You move forward character-by-character through a string by adding 1 to an index. To move to the right through a 2-dimensional array, you add 1 to the column index and leave the row index where it is. That is moving east.

To move southwest in a 2-dimensional array, add 1 to the row index and subtract 1 (add -1) to the column index. Draw pictures to see this.

Write two nested for loops with indexes called dR (for deltaRow) and dC (for deltaColumn) as values that change from -1 to 0 to 1. When they both equal 0 don't do anything. But otherwise, call one last function that checks for a word at a location and direction.

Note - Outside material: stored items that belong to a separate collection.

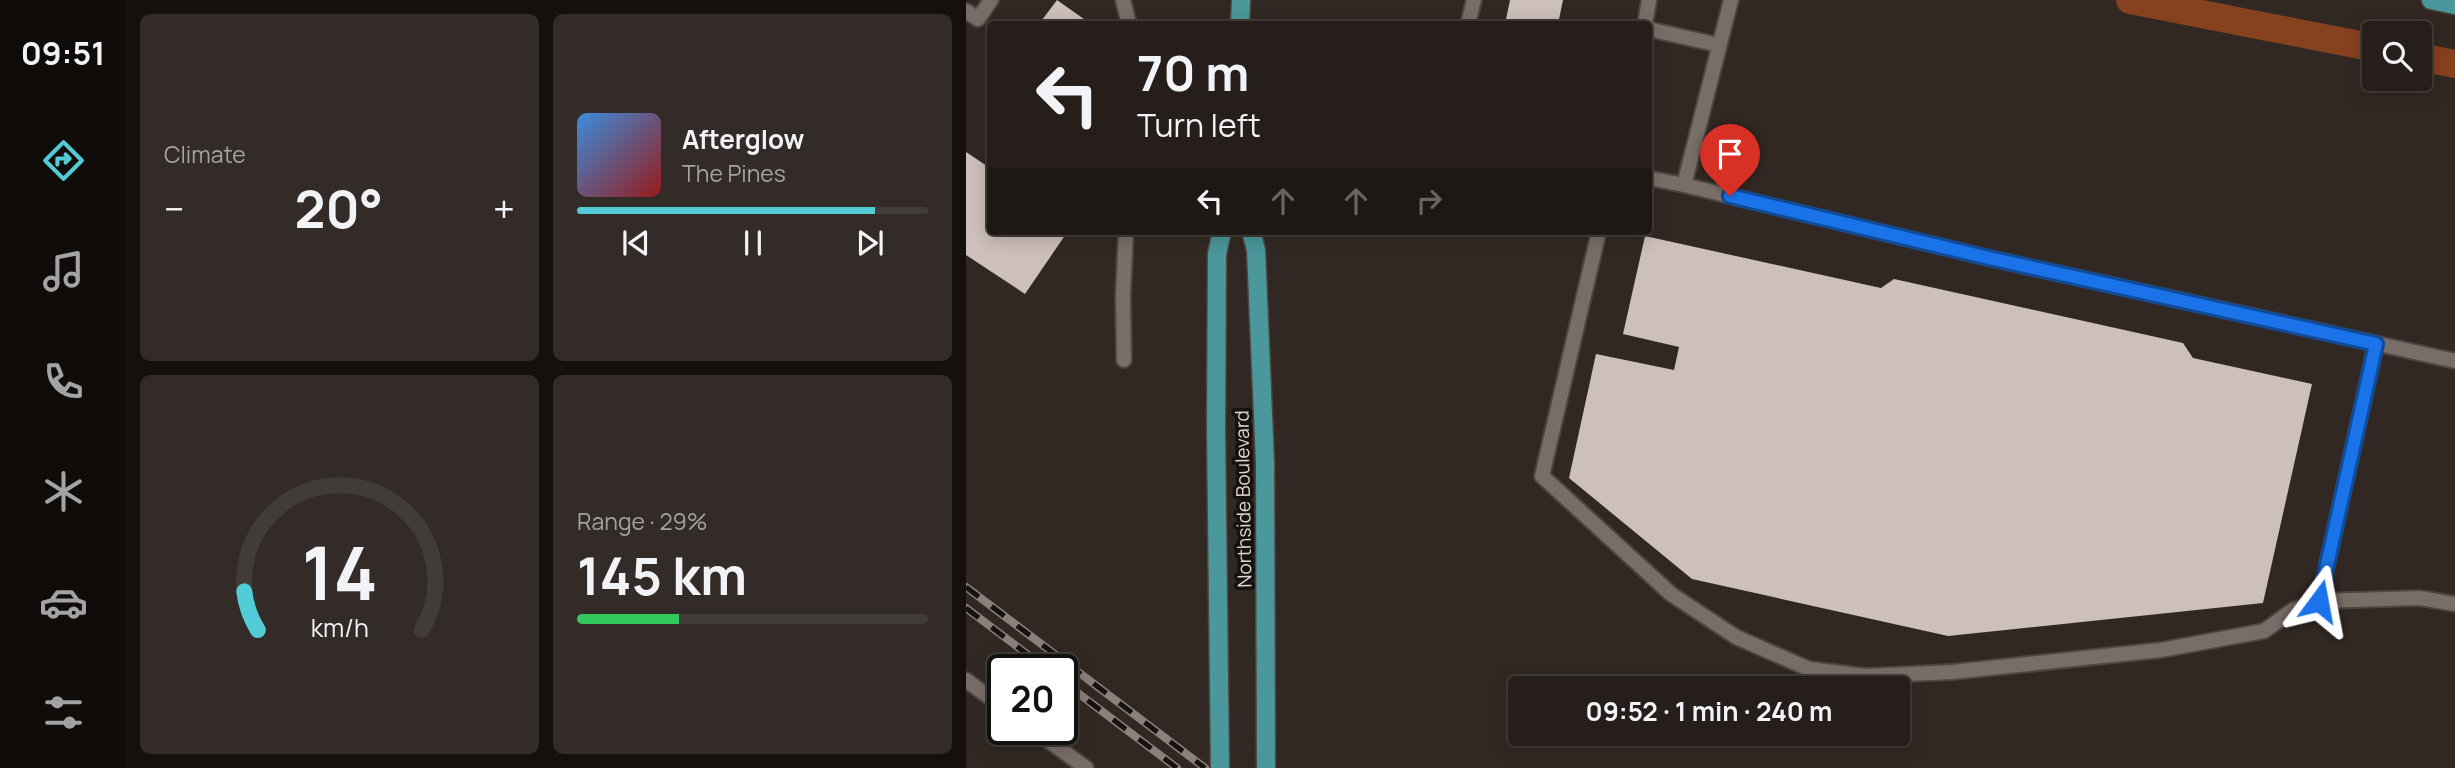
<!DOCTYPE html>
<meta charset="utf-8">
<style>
:root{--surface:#261e1a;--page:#322b27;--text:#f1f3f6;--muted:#a4a2a2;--line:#423c39;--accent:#52ccd6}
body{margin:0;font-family:Manrope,sans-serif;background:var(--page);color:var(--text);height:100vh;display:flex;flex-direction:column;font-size:26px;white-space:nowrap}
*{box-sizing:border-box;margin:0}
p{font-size:23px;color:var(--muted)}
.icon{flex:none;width:38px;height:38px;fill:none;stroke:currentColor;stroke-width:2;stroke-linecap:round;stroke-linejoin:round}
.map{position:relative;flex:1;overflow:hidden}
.sheet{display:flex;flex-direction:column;gap:14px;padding:14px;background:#15100e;width:840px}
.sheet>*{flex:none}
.top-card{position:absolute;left:21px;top:21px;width:665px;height:214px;border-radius:7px;box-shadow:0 4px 18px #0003,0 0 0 2px var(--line);background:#261e1a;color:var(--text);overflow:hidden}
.controls{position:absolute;left:1396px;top:21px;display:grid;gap:14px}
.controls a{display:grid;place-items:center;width:70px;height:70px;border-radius:7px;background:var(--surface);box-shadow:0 4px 18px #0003,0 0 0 2px var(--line);font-size:35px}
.speed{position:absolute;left:21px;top:654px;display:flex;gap:14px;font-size:35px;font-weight:700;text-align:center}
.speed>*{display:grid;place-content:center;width:91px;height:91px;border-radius:50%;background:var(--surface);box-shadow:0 4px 18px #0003,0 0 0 2px var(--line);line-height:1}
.speed .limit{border:4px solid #111;border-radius:10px;background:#fff;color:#111}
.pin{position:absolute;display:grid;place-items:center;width:60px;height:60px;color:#fff;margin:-72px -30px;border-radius:50% 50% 50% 0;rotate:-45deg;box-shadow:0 0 7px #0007}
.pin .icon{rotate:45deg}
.me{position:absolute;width:77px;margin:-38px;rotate:13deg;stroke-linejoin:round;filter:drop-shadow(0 0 5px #0008)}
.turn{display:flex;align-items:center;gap:24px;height:147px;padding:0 35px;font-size:32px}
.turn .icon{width:91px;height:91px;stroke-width:2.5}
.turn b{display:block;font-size:49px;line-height:60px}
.lanes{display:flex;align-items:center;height:66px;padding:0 35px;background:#0003;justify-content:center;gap:35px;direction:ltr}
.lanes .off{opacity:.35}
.big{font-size:52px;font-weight:700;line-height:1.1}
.sheet .tile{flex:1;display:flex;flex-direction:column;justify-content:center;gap:10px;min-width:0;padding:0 24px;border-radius:10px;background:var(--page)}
.sheet .dial{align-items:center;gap:0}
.dial svg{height:182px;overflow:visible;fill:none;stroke:var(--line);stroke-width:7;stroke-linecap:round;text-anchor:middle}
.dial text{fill:var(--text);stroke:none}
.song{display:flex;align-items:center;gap:21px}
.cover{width:84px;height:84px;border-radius:10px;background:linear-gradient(135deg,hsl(210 70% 55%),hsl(0 70% 35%))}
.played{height:7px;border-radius:4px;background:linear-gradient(90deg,var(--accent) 85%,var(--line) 85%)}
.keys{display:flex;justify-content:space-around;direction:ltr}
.heat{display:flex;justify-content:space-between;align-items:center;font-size:38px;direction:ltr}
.charge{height:10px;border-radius:5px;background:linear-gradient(90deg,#34c759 29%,var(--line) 0)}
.sheet .tiles{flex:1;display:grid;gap:14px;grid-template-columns:repeat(2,1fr)}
.trip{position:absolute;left:542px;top:676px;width:402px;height:70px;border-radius:7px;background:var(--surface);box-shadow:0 4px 18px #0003,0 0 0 2px var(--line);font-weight:700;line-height:70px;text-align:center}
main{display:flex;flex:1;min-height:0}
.tab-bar{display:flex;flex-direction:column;width:126px;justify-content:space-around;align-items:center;background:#0f0c0a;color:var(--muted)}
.tab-bar .icon{width:49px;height:49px}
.tab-bar .active{color:var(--accent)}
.tab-bar b{font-size:32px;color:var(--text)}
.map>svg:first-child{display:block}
</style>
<main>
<nav class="tab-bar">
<b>09:51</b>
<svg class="icon active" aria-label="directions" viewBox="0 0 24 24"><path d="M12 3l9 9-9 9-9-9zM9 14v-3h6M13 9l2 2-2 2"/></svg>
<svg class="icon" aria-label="music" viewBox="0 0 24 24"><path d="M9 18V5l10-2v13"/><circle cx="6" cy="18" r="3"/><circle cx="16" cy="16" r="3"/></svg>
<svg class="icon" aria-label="phone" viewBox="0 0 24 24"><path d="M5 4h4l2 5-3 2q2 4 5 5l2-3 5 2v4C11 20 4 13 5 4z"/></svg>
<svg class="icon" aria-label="climate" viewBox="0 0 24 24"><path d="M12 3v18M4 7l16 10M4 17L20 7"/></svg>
<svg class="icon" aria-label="car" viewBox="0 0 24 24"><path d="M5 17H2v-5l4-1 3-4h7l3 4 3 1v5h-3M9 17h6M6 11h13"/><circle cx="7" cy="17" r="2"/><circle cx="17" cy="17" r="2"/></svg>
<svg class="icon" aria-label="filters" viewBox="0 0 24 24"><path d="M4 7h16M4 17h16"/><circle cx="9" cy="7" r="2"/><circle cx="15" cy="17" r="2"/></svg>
</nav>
<section class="sheet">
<div class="tiles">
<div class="tile"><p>Climate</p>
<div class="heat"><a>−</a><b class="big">20°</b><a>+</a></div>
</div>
<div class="tile">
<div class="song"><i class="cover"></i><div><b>Afterglow</b><p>The Pines</p></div></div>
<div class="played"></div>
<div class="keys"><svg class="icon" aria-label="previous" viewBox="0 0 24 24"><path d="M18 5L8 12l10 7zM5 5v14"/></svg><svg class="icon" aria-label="pause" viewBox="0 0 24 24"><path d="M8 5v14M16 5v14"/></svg><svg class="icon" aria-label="next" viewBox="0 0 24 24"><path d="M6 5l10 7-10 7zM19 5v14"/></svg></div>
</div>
<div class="tile dial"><svg viewBox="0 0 100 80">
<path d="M14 69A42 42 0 1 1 86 69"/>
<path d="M14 69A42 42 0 0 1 8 52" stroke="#52ccd6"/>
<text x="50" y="56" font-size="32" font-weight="700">14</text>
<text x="50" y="72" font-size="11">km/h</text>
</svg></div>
<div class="tile"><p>Range · 29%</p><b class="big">145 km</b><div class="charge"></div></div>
</div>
</section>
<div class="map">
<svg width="1489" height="768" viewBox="0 0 1489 768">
<rect width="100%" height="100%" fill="#322823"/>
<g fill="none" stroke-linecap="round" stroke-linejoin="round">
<path stroke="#86411f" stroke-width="28" d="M1164,0L1409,48
M1454,57L1489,64"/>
</g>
<path fill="#cdbfb9" d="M91,0L125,24H73Z
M544,0H597L592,24H539Z
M0,152L24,168V231H102L59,294L0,255Z
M679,236L915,288L928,279L1217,343L1227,358L1346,384L1297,603L982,636L726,579L603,478L630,354L708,370L713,347L657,334Z"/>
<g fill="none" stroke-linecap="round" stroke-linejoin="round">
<defs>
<path id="lane" d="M157,0L163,24
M765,0L718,185L1023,258L1489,361
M0,11L12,19L25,0
M502,24L508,0
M679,24L683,0
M682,29L753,45
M682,178L718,185
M633,231L576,476L705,594L770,637L843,669L899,676L986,672L1195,650L1298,631L1327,610L1353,601L1410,344
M158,360L157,295L160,231
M1353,601L1454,598L1489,604
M0,680L37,707
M68,730L120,768"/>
<path id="primary" d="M1465,0L1489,5
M274,24L275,0
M285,231L290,250L299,462L300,768
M254,768L250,430L251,254L256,231"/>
</defs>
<use href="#lane" stroke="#4d4540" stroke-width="18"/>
<use href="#primary" stroke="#4d4540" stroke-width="21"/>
<use href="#lane" stroke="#796d67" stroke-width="14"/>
<use href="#primary" stroke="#4a989c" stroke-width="18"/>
<defs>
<path id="rail" d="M0,587L239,768
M0,608L82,670
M96,681L211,768"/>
</defs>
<use href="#rail" stroke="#8a817d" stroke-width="8"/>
<use href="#rail" stroke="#171210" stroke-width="5" stroke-dasharray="16" stroke-linecap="butt"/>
</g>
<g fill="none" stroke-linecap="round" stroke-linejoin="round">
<defs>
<path id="route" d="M764,196L1023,258L1410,344L1353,601"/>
</defs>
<use href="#route" stroke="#114b97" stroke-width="18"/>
<use href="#route" stroke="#1a73e8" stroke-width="12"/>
</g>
<g text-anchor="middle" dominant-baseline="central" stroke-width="7" stroke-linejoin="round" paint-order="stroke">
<g font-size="19" fill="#dfd8d5" stroke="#171210">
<text transform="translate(277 499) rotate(-91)">Northside Boulevard</text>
</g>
</g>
</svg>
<div class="controls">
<a><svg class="icon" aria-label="search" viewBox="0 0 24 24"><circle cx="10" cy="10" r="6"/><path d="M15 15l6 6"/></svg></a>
</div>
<div class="speed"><div class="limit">20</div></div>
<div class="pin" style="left:764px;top:196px;background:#d93025"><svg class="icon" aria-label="arrive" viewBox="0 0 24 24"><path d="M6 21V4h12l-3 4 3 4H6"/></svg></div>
<svg class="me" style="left:1353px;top:601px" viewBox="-20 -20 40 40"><path d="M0-17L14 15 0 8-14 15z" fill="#1a73e8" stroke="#fff" stroke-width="4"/></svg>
<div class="trip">09:52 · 1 min · 240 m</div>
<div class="top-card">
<div class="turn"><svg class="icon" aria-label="left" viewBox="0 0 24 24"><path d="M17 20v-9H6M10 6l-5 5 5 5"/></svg><div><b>70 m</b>Turn left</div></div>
<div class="lanes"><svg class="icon" aria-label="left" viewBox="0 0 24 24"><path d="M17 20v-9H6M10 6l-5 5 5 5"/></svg><svg class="icon off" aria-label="ahead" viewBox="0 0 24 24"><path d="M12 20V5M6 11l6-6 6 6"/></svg><svg class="icon off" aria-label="ahead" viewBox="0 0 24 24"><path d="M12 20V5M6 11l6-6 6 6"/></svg><svg class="icon off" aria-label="right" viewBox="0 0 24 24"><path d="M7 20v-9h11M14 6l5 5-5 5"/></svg></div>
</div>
</div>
</main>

Check for word at a location and direction. You must write a function called searchThisWay that takes the puzzle, the word, a location (row,column coordinates), and a direction (the increment in the row,column coordinates to use for looking for the successive characters). It should return a string that is either empty or describes the word, the location, and the direction if the word occurs in the puzzle at that location proceeding in that direction.

The trick here is based on how strings are implemented in C. Save your original word in a variable for safekeeping. Then add a null character to the end of the word. Try these three lines:
   final char NULL = '\0';
   String originalWord = word;
   word = word + NULL;

Now, you can have three changing indexes moving through the word and the two dimensions of puzzle. Have a loop that keeps going until the characters don't match. When the loop ends, if the word index is pointing to the null, you found the whole word and need to return a descriptive string. Otherwise, return an empty string.

Write a function that returns a direction string given dR and dC. There are many ways to write this.